[Start of Attachment]
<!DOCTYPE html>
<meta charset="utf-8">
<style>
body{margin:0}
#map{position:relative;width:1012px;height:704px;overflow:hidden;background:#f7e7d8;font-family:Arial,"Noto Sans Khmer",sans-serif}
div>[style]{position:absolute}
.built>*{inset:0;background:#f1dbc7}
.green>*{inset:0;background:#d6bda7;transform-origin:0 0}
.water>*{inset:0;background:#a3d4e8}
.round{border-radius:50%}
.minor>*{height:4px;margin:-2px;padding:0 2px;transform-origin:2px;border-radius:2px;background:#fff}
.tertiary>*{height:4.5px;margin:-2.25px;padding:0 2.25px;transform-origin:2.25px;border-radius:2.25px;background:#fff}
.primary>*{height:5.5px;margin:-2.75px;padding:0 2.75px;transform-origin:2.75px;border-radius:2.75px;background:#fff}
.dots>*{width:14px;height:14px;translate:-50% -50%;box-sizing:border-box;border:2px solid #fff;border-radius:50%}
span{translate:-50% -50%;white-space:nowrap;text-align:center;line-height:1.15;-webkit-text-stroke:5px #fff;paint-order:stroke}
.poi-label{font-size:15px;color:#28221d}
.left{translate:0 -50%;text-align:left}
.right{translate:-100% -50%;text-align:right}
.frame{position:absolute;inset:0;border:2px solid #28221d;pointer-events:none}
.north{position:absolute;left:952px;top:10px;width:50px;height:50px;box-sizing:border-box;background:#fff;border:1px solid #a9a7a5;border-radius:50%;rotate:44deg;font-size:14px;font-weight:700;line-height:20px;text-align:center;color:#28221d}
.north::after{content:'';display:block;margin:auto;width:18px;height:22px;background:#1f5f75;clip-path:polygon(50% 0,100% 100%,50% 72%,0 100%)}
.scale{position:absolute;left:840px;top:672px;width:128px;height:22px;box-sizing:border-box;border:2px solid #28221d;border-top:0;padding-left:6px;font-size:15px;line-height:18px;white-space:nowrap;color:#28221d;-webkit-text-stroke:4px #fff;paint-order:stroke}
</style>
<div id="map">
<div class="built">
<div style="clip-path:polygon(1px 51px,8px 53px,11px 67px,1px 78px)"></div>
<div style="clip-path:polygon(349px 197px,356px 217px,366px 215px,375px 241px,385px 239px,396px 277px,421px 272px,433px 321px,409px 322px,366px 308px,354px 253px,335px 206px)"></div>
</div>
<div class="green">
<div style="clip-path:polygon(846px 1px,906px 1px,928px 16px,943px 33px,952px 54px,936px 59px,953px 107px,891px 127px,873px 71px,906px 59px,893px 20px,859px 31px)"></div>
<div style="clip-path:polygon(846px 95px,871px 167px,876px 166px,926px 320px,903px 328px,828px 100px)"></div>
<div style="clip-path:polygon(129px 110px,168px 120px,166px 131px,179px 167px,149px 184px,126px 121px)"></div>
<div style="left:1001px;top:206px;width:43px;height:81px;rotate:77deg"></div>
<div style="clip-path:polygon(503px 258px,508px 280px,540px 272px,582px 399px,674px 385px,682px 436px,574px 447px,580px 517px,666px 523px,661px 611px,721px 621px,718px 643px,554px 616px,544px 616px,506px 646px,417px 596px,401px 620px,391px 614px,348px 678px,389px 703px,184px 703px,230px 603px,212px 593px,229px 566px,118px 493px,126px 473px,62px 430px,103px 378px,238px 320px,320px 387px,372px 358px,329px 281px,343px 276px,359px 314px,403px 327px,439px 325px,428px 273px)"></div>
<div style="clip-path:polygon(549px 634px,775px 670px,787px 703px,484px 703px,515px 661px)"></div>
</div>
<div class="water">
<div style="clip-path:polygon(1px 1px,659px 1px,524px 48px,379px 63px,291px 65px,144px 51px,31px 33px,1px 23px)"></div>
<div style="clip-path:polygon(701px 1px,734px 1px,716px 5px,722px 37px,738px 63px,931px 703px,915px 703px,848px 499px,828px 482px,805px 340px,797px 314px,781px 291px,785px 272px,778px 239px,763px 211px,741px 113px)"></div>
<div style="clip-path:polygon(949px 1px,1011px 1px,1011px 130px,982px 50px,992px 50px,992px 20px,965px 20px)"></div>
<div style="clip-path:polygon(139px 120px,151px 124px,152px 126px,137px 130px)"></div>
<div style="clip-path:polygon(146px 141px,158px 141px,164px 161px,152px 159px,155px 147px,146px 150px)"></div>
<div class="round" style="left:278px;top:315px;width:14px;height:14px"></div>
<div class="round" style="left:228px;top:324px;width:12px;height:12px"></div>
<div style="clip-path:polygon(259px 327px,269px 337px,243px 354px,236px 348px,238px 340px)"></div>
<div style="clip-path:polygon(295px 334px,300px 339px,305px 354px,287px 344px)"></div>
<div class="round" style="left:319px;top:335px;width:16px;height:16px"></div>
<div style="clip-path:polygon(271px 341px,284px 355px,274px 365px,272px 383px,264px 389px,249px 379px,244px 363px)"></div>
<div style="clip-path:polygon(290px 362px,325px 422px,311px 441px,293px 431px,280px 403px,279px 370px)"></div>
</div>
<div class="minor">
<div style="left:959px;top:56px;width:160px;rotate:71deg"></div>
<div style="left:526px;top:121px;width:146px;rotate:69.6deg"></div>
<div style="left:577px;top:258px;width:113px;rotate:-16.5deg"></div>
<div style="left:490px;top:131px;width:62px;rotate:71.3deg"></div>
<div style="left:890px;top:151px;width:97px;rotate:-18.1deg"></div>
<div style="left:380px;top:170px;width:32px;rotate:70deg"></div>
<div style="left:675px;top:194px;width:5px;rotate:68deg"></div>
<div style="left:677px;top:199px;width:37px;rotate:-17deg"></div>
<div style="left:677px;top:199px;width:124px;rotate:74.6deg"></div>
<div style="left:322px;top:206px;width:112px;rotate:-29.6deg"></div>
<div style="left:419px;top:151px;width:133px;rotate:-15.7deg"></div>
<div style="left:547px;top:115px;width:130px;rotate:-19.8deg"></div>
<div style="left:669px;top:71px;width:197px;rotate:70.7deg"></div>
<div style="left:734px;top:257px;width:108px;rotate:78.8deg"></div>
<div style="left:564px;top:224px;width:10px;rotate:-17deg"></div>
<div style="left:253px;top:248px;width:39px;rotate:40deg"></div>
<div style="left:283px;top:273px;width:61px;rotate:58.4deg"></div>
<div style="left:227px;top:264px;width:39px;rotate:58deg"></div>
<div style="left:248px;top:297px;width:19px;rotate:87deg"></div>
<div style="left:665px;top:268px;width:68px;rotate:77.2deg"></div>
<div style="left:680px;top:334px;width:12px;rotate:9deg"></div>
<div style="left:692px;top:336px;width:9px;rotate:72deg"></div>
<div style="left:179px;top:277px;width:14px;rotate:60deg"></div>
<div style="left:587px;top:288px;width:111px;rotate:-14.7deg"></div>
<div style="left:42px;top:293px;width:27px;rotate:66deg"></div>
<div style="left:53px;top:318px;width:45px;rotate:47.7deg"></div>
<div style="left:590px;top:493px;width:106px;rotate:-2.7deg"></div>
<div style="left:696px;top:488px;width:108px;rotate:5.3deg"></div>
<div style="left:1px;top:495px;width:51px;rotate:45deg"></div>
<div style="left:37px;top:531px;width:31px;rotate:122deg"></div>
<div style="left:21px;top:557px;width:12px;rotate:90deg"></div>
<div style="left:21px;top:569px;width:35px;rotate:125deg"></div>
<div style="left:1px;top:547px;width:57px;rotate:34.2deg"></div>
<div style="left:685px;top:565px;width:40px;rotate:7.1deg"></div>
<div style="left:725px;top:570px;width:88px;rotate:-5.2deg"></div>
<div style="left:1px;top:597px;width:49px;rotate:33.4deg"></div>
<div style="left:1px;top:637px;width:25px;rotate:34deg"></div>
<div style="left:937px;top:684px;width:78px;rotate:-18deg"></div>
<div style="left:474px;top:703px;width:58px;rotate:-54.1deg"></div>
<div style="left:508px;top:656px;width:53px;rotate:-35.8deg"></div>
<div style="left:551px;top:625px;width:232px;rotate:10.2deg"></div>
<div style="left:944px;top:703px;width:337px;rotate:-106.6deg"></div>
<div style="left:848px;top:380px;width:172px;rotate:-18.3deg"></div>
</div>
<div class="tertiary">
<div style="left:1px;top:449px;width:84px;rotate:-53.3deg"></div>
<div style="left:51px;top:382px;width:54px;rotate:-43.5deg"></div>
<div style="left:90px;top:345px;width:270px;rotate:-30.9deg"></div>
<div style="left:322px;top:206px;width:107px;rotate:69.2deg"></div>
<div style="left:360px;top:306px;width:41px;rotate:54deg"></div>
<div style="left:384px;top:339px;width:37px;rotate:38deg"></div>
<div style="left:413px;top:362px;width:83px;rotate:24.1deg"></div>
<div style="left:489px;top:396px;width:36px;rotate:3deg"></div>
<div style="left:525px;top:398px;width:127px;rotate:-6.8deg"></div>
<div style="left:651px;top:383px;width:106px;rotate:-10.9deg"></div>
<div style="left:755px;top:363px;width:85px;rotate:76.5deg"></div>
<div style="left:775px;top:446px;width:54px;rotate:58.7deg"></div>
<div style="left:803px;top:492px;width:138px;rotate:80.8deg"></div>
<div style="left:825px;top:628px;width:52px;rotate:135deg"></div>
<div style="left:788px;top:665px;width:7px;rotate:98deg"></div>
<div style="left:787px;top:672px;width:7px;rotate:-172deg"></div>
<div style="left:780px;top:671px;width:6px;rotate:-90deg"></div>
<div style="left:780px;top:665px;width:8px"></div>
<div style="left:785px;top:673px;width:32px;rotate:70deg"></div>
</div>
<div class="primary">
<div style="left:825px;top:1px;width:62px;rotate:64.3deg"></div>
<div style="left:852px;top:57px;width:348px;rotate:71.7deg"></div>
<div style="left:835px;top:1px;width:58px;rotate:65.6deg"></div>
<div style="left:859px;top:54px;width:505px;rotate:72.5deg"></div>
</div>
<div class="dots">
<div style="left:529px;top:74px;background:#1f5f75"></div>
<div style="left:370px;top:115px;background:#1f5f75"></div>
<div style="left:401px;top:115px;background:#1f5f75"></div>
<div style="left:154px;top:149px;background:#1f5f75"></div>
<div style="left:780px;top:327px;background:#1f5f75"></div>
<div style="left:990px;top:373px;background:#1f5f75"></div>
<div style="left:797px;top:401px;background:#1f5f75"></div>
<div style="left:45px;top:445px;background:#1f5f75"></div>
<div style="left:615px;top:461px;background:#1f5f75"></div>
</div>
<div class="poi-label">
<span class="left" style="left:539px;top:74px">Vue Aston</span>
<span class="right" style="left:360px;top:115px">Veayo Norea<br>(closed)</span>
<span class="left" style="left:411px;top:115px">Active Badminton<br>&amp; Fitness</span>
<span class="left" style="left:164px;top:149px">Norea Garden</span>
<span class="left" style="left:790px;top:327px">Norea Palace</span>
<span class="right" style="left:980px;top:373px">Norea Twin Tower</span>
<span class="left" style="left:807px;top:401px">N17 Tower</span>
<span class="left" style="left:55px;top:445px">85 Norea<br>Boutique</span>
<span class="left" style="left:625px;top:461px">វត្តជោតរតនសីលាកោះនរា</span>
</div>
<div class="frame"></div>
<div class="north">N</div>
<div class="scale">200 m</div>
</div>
[End of Attachment]
Exercise:
Go line by line through the data and copy any that contain "green".

Exercise answer:
.green>*{inset:0;background:#d6bda7;transform-origin:0 0}
<div class="green">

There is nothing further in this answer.